> **WHAT TO WORK ON**
Copy out lines with the word "absolute" from the material that follows.

> **GIVEN RECORDS**
▼
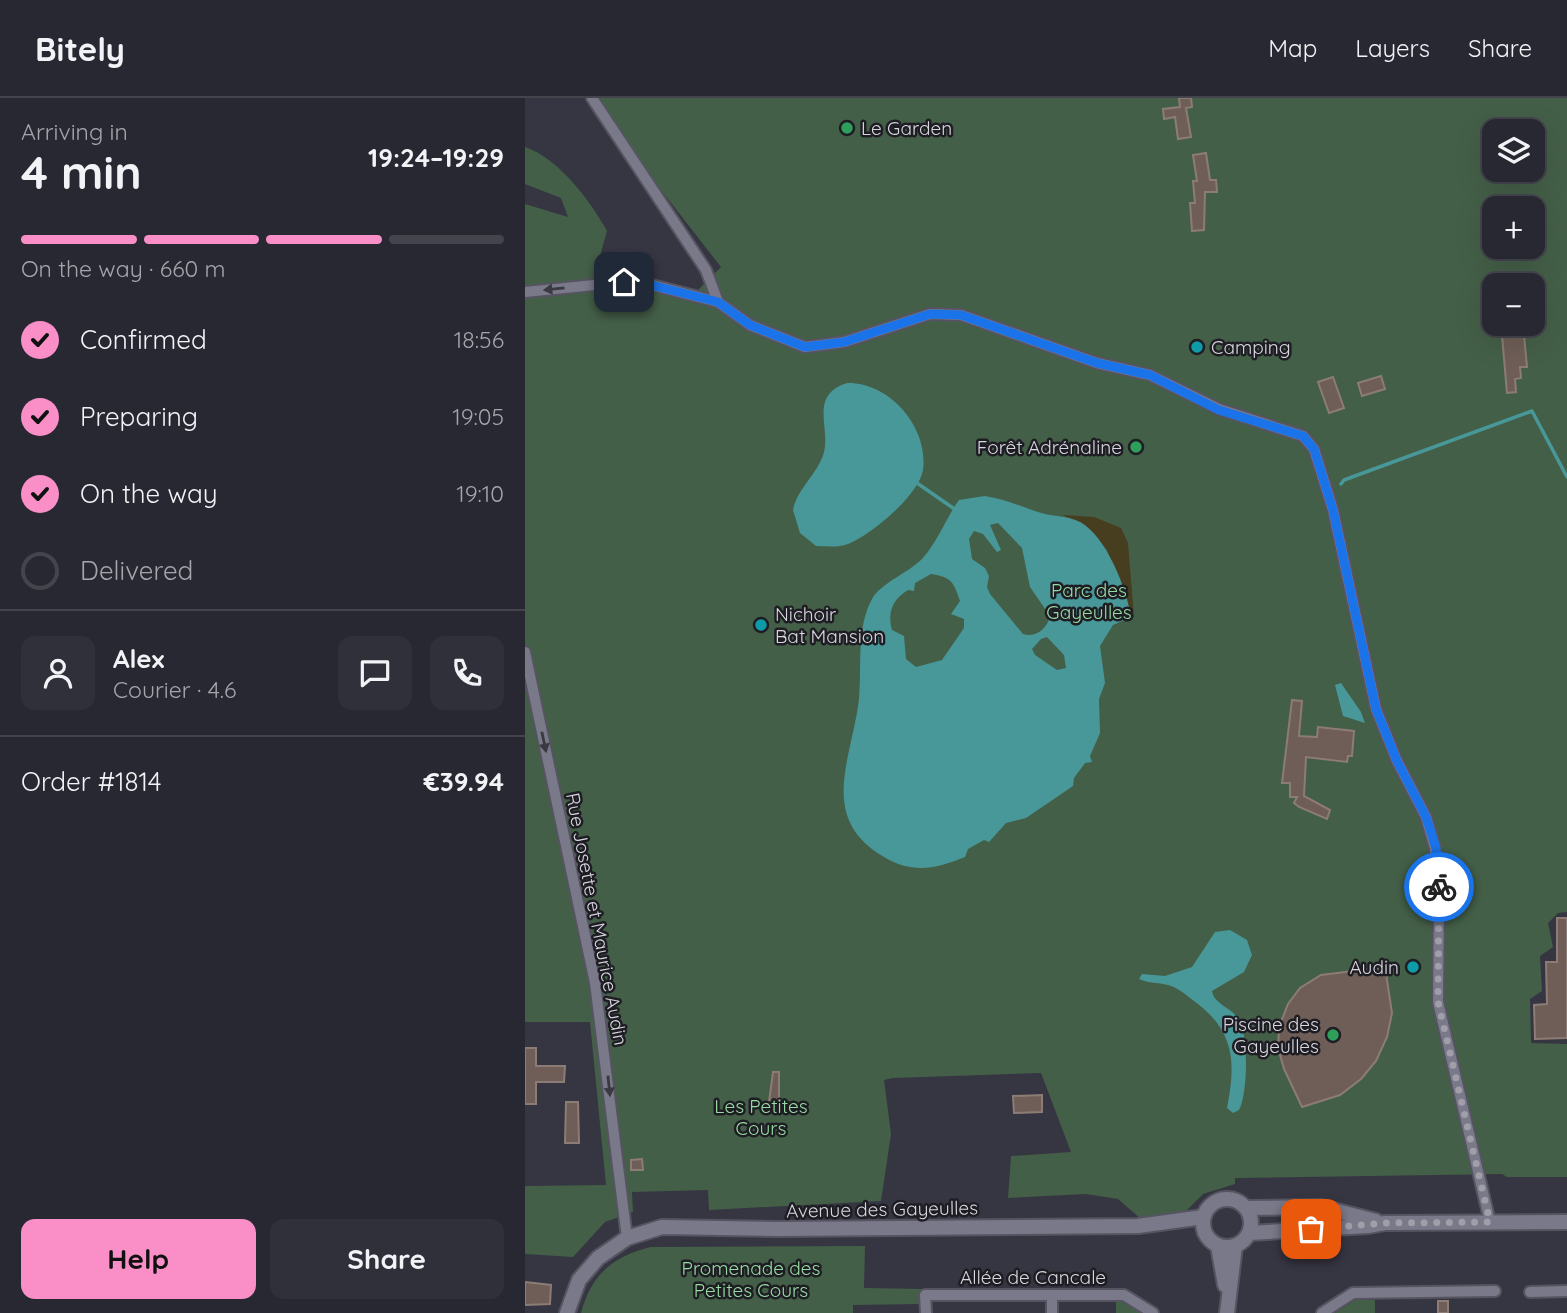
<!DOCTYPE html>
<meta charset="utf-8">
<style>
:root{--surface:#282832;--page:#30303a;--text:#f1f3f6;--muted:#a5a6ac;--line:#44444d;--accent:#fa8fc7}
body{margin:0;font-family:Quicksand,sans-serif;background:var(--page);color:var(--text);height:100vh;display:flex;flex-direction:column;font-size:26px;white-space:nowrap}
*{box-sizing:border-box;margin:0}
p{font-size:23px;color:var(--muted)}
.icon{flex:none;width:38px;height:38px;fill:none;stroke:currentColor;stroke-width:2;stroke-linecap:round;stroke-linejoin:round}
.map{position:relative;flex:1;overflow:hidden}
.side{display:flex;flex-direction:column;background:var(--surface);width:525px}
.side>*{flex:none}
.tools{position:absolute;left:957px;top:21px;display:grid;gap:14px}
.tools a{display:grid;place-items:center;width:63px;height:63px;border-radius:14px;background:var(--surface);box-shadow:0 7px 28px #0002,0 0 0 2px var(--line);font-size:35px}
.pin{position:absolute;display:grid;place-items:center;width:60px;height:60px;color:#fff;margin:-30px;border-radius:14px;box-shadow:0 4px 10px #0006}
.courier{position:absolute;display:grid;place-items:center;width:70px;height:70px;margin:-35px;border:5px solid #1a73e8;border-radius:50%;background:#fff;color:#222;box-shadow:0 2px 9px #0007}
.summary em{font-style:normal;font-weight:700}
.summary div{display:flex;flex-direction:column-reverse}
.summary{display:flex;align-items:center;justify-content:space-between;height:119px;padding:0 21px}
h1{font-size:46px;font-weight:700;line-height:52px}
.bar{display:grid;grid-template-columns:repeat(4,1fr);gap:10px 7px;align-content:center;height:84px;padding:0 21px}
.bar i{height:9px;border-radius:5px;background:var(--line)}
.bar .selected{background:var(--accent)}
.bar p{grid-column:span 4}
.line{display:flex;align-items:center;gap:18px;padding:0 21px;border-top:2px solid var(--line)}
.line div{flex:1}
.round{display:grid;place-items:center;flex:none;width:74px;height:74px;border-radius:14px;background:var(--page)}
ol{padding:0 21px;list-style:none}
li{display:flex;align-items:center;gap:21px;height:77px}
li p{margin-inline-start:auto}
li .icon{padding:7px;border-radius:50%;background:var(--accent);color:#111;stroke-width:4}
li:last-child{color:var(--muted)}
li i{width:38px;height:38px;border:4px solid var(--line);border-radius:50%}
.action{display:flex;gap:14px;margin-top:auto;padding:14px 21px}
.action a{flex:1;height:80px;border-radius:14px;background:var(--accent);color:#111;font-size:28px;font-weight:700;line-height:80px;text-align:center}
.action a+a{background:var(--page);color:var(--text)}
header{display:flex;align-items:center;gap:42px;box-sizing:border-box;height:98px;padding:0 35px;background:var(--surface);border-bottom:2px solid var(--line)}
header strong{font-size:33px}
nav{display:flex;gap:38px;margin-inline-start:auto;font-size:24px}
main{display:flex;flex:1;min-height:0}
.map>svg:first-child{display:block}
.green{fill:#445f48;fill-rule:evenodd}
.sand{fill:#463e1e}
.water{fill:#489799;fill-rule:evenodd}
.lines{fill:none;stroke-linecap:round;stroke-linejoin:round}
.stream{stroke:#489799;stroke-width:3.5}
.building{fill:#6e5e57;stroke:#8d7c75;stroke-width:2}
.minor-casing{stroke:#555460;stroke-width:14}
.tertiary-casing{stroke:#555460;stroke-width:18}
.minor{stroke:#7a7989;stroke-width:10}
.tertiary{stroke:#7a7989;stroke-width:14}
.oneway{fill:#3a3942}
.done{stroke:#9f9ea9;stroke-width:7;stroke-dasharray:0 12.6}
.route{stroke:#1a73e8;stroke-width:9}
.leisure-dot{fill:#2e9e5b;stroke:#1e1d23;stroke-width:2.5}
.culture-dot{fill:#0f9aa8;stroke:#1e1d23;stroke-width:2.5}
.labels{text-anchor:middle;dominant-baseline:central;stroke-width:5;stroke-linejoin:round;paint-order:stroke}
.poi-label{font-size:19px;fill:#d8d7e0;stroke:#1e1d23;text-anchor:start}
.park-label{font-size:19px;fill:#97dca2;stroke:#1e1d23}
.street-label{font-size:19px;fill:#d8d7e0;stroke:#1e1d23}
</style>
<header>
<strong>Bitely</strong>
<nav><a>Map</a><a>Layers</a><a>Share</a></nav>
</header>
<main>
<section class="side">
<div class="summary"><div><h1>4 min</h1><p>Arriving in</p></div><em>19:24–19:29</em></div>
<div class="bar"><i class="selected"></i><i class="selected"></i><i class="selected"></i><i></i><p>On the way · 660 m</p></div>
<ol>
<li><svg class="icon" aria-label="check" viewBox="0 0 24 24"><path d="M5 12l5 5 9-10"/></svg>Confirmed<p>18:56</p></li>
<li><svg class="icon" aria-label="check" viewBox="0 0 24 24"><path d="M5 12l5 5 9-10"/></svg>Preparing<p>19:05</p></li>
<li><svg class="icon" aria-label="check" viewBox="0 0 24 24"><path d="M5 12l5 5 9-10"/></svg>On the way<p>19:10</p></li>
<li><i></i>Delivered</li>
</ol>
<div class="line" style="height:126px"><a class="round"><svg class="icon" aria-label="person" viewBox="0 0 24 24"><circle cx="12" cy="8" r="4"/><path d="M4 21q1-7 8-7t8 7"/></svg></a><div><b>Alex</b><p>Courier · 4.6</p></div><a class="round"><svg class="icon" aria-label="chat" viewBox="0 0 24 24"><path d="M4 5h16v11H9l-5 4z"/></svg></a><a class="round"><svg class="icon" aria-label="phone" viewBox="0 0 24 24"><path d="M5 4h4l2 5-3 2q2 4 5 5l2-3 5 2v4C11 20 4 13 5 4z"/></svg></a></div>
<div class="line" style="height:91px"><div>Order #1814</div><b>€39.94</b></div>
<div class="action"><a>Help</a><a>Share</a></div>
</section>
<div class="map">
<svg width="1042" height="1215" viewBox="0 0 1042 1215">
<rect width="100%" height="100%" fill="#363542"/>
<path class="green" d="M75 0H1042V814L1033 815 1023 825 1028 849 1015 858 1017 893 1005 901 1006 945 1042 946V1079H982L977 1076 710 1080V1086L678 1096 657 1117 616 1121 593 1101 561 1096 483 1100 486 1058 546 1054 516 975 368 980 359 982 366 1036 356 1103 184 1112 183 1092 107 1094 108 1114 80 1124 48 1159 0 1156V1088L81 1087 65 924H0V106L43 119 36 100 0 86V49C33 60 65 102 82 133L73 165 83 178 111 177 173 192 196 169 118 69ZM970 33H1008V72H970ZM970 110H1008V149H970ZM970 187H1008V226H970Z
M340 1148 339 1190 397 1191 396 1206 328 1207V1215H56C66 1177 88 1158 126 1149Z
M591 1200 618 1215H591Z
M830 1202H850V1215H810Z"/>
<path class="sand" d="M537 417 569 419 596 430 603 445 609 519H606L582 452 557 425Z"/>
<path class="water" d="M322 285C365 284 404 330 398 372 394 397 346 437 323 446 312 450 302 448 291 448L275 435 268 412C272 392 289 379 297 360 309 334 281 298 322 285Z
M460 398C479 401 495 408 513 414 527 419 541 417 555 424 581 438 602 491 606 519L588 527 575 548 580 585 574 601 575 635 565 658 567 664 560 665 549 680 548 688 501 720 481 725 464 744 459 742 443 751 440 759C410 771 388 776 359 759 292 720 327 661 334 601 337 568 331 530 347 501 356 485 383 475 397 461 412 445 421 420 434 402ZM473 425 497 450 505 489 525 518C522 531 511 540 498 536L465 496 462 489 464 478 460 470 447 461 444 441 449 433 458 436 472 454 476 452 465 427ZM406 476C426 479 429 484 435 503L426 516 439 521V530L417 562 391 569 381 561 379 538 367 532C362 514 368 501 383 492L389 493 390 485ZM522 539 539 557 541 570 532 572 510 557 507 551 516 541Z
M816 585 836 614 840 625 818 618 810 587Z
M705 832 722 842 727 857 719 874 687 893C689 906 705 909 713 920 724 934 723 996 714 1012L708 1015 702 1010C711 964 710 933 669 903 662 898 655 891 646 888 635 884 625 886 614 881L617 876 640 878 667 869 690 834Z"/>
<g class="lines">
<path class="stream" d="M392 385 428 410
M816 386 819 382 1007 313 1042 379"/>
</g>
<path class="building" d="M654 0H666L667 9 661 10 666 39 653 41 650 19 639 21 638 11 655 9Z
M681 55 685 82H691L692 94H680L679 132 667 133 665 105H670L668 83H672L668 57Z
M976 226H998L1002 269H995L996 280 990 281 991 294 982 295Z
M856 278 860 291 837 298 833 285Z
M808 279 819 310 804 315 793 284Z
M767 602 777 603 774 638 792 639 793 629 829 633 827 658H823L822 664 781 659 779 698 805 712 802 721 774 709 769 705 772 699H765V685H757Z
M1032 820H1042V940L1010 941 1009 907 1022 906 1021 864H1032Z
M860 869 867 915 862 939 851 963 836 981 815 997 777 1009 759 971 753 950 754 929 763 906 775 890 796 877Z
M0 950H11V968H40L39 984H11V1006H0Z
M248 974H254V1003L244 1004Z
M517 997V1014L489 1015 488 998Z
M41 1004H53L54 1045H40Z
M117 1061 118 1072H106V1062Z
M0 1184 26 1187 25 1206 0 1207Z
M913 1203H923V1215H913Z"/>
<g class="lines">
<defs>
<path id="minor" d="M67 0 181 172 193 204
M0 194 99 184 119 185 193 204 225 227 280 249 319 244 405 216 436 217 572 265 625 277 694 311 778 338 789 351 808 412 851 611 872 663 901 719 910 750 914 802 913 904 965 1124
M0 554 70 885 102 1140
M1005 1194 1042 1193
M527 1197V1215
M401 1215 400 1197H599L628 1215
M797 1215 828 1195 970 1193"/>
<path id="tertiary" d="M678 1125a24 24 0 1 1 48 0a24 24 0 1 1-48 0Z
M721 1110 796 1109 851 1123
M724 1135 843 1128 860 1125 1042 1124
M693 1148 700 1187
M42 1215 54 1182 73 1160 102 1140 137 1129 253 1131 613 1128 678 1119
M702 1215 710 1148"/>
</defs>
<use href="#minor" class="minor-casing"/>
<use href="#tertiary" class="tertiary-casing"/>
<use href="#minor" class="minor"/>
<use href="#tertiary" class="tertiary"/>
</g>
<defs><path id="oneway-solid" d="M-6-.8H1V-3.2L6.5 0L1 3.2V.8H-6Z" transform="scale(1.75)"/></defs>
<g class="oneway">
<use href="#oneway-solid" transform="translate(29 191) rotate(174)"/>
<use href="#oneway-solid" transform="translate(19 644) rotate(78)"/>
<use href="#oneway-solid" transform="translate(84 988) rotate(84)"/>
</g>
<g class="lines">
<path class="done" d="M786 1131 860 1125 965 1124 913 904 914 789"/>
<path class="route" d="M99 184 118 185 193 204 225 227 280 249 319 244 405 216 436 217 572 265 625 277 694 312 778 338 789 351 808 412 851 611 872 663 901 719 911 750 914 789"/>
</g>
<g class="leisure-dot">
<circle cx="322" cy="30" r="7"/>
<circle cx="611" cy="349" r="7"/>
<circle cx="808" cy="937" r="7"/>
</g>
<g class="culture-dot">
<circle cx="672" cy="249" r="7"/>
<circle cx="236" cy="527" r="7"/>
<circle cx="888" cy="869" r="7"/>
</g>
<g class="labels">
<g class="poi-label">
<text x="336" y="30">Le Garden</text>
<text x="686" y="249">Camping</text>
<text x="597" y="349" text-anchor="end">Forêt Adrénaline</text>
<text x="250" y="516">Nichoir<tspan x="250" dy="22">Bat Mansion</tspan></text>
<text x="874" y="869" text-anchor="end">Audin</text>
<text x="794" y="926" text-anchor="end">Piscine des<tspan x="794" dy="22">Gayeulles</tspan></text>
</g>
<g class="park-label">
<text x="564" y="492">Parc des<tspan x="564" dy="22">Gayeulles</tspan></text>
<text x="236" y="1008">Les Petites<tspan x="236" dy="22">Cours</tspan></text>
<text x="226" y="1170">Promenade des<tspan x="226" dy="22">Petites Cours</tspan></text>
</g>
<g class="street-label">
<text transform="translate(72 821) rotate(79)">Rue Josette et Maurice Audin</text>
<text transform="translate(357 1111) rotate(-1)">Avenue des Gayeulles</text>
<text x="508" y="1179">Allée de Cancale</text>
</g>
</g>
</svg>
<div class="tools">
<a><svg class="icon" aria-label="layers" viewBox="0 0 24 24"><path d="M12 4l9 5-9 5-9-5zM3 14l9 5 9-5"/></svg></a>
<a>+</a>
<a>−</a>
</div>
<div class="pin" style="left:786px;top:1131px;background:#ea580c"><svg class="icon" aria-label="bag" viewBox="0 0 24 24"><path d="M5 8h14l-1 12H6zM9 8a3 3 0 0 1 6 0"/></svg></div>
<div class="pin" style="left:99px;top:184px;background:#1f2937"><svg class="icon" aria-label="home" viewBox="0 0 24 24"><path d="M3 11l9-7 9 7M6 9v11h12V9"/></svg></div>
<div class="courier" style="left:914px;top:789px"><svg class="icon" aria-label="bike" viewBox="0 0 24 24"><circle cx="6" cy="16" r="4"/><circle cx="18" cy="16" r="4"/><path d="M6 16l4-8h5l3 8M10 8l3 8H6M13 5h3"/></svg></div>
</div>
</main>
▲
> **TASK ANSWER**
.tools{position:absolute;left:957px;top:21px;display:grid;gap:14px}
.pin{position:absolute;display:grid;place-items:center;width:60px;height:60px;color:#fff;margin:-30px;border-radius:14px;box-shadow:0 4px 10px #0006}
.courier{position:absolute;display:grid;place-items:center;width:70px;height:70px;margin:-35px;border:5px solid #1a73e8;border-radius:50%;background:#fff;color:#222;box-shadow:0 2px 9px #0007}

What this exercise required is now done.